* [Exercise brief] All that is needed is each line of the entries holding the word "wash", copied as it stands.

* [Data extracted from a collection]
◆ ◆ ◆

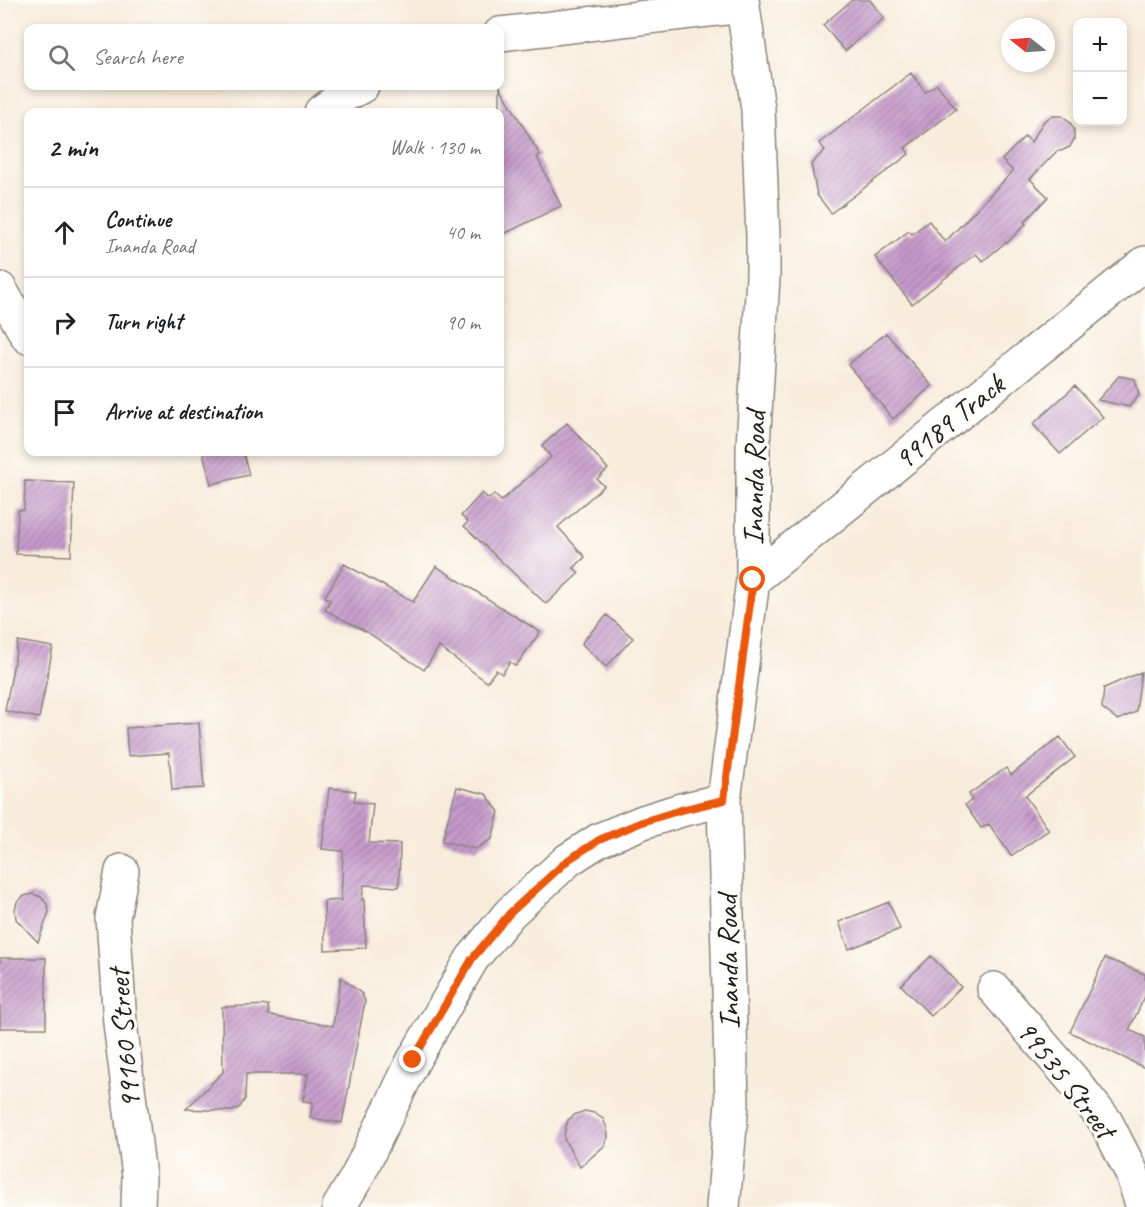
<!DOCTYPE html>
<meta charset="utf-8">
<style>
:root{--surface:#fff;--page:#f2f2f2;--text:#202124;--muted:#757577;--line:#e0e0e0}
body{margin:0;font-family:Caveat,sans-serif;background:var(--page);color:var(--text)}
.controls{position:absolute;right:18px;top:18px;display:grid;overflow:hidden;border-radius:12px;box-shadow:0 3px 9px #0003}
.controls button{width:54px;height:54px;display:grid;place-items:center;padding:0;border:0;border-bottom:2px solid var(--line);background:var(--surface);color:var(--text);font:30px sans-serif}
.compass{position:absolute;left:1001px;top:18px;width:54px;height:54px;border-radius:50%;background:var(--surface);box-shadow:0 3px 9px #0003;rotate:287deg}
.stop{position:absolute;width:18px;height:18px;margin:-14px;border:4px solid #ea580c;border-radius:50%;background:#fff}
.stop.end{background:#ea580c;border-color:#fff;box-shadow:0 2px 6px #0008}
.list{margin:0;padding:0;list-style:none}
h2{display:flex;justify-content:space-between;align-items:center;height:78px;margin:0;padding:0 24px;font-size:26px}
h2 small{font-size:20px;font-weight:400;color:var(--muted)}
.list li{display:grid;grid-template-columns:39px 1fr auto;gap:18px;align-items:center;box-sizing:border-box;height:90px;padding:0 24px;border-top:2px solid var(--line)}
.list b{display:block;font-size:22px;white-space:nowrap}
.list p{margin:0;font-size:20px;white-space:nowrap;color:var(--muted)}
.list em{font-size:20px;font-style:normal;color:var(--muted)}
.icon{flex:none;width:33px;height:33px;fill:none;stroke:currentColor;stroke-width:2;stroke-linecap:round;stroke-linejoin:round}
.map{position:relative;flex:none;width:1145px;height:1207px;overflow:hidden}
.search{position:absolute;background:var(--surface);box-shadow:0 3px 9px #0003;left:24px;top:24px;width:480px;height:66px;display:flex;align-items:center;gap:15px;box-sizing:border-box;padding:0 21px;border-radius:12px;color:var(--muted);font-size:22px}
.panel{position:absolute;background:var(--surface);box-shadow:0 3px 9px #0003;left:24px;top:108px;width:480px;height:348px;border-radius:12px}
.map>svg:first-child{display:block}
.building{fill:url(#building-hatch)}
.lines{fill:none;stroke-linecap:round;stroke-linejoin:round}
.minor-casing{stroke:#8a847c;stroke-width:36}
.minor{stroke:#fff;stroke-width:33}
.route{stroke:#ea580c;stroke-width:8}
.labels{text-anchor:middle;stroke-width:6;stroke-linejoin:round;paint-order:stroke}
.street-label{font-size:30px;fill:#1c1c1c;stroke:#fdfcf7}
</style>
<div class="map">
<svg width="1145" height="1207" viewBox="0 0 1145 1207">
<defs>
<pattern id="building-hatch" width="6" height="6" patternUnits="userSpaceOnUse" patternTransform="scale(1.5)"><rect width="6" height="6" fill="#c69acb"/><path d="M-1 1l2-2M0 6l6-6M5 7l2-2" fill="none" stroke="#a07da4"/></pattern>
</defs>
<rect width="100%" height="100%" fill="#fdfcf7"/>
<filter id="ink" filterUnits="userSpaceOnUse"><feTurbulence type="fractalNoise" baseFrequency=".0167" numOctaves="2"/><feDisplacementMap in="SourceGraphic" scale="12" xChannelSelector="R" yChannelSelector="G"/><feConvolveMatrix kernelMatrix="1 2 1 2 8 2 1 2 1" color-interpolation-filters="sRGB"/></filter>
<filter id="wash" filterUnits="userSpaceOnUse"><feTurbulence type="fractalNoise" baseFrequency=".008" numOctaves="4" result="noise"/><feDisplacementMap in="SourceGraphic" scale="24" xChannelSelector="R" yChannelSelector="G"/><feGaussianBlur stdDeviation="1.35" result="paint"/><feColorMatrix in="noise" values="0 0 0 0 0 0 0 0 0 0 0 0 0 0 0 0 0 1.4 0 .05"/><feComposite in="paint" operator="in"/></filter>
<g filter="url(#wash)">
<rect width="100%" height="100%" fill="#f8ecdb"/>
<g id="blocks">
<path class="building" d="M852,0H870L884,18L845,51L823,25Z
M911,73L925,92L937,84L956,109L905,148L909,154L831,213L817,195L811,164L825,150L819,143Z
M500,87L540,155L537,157L561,206L500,236Z
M1052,116H1062L1069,121L1074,129V139L1070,147L1061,151H1057L1030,179L1048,197L1024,222L1026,224L1007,243L1006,242L983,261L976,254L912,304L875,257L909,231L912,234L929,221L945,242L1013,171L1002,160L1025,136L1031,142L1044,121Z
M886,333L932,386L893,419L848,365Z
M1119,376L1135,379L1139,395L1129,407L1098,400Z
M1075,386L1103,417L1060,454L1033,424Z
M567,423L608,469L597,479L604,486L558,527L585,557L574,568L579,573L546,604L464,526L468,522L461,516L482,493L489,499L494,494L501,501L551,457L542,446Z
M203,452H243L249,475L211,484Z
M25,481L74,483L71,556L16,554L18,510H24Z
M344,564L413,602L436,566L540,632L516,666L510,662L502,674L496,670L487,682L439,647L424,670L367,632L325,610L330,600L325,597Z
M607,615L633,638L606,667L582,644L584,640Z
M18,641L53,647L39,718L5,711Z
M1141,672L1136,712L1118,720L1102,708L1104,688Z
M199,723L204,788L172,790L169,753L128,756L126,728Z
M1060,737L1075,757L1025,796L1049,830L1011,856L989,824L981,828L965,805L972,800L969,794L1006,768L1011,775Z
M457,787L486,794L499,812L492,839L475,849L442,841Z
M329,788L356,791L354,802L373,804L369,843L400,844L399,887L364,885L362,900L364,899L366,948L325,950L324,901L341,900L343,851L322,849Z
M33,894L41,897L47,904L49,912L38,942L16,919L15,910L17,902L24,896Z
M889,902L900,929L849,949L839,922Z
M931,956L961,987L931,1016L901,985Z
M0,958H46V1028H0Z
M1105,958L1145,974V996L1129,1030L1145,1037V1068L1070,1032Z
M341,977L362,994L365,1001L342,1123L310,1118L313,1102L303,1101L308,1074H246L245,1099L240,1107L232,1111L186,1109L223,1072L222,1007L268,1005L269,1015L333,1026Z
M585,1111L594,1113L603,1119L607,1128L608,1137L604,1146L580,1167L564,1139L565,1130L568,1120L576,1114Z"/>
</g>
</g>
<g filter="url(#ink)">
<use href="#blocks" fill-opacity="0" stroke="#8a847c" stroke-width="1.5"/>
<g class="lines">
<defs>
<path id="minor" d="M500,34L743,6
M321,112L345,95L362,86
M0,289L28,337
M753,580L1145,263
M122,871L113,918L120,1023L139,1176L138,1207
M994,989L1072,1079L1106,1122L1131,1171L1143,1207
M339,1207L357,1177L413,1061L472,959L510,913L568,860L599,840L643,822L681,810L724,800
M723,1207L732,1103L724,800L753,580V446L763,277V237L758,109L742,0"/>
</defs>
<use href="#minor" class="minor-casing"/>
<use href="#minor" class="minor"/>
</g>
</g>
<g class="lines" filter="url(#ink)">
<path class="route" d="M413,1060L472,959L510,913L568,860L599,840L642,822L681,810L724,800L753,580"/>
</g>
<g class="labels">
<g class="street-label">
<text transform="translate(949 422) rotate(-39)" y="10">99189 Track</text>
<text transform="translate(754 478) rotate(-89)" y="10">Inanda Road</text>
<text transform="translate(728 962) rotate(-91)" y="10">Inanda Road</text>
<text transform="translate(124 1039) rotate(-95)" y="10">99160 Street</text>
<text transform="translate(1066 1079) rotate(52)" y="10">99535 Street</text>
</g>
</g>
</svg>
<div class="controls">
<button>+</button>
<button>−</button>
</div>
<svg class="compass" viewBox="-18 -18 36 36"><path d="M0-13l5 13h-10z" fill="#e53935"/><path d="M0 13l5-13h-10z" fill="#757577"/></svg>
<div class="stop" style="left:753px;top:580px"></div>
<div class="stop end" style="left:413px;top:1060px"></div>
<div class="search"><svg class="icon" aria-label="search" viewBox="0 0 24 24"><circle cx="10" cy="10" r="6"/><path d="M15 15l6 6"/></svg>Search here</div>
<section class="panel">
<h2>2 min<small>Walk · 130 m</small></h2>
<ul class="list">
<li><svg class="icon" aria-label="ahead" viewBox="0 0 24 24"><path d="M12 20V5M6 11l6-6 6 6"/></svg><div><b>Continue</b><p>Inanda Road</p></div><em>40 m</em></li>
<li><svg class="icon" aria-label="right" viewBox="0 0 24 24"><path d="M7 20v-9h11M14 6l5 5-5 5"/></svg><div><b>Turn right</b></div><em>90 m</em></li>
<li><svg class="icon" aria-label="arrive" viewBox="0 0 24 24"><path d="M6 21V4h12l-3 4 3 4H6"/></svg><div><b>Arrive at destination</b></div></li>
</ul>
</section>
</div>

◆ ◆ ◆

* [Result]
<filter id="wash" filterUnits="userSpaceOnUse"><feTurbulence type="fractalNoise" baseFrequency=".008" numOctaves="4" result="noise"/><feDisplacementMap in="SourceGraphic" scale="24" xChannelSelector="R" yChannelSelector="G"/><feGaussianBlur stdDeviation="1.35" result="paint"/><feColorMatrix in="noise" values="0 0 0 0 0 0 0 0 0 0 0 0 0 0 0 0 0 1.4 0 .05"/><feComposite in="paint" operator="in"/></filter>
<g filter="url(#wash)">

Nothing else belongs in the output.